It is actually robust. The Many Labs 2 mega-replication tested it across 36 countries and 15,000-plus participants and found it among the strongest replicators of the 28 classical social-cognition findings examined. The effect size is smaller than the inflated estimates from the early literature, but it is substantial and present in essentially every population tested. The core finding is one of the highest-confidence results in behavioral science.
Does professional expertise protect against anchoring?
Mostly no. The most-cited applied demonstrations (real-estate appraisers in Northcraft 1987, German trial judges in Englich and Mussweiler 2001, judges shown explicitly random anchors in Englich, Mussweiler, and Strack 2006) all involved expert populations operating in their own professional judgment domain, and all showed substantial anchoring. The conservative reading of the boundary-condition literature is that expertise provides partial but not full protection. Do not assume your own professional judgment is the exception.

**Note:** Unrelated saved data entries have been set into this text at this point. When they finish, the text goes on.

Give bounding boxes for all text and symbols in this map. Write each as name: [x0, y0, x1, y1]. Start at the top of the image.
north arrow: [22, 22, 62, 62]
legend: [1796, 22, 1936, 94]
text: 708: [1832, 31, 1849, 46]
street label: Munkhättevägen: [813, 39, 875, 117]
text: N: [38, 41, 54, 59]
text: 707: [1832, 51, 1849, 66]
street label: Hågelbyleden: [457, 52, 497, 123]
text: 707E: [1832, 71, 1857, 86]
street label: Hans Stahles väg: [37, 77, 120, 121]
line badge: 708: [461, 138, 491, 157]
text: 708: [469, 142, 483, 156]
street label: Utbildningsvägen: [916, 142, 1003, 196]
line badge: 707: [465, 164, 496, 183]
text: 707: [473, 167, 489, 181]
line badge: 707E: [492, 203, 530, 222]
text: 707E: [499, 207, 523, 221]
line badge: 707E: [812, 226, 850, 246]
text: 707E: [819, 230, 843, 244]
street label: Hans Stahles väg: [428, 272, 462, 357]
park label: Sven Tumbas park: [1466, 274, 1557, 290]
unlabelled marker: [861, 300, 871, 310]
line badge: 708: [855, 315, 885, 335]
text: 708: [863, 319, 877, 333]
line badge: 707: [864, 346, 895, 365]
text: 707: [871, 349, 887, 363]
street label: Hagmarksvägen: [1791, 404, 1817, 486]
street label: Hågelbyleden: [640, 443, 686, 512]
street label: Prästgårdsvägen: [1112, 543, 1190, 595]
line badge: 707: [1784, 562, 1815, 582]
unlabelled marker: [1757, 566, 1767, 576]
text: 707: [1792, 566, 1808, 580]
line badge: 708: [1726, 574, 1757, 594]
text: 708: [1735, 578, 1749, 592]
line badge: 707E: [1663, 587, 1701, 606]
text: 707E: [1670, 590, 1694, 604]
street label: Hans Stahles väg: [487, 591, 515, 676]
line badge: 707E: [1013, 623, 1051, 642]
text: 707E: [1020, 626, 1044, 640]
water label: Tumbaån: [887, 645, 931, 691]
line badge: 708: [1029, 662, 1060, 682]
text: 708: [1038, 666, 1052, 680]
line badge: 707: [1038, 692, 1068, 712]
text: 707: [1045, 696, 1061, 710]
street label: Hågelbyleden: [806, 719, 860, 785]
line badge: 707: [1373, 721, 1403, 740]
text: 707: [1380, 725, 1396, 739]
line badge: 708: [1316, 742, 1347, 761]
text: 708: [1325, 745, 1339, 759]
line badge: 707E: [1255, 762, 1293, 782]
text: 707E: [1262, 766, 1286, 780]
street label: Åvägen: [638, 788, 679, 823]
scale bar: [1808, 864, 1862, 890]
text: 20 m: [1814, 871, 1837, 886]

Why did Mussweiler and Strack’s selective accessibility account replace Tversky and Kahneman’s original insufficient-adjustment story?
Because the predictions of the two accounts diverge in specific experimental setups, and the data consistently favored selective accessibility. The Strack-Mussweiler 1997 paper demonstrated that anchoring effects depend on the semantic relationship between anchor and target in ways that an arithmetic insufficient-adjustment mechanism could not predict but a semantic-priming hypothesis-testing mechanism could. The selective accessibility framework also connected the anchoring effect to a broader literature on comparison-driven assimilation in social judgment, giving it independent theoretical support.
What is the strongest applied implication for someone in a negotiation?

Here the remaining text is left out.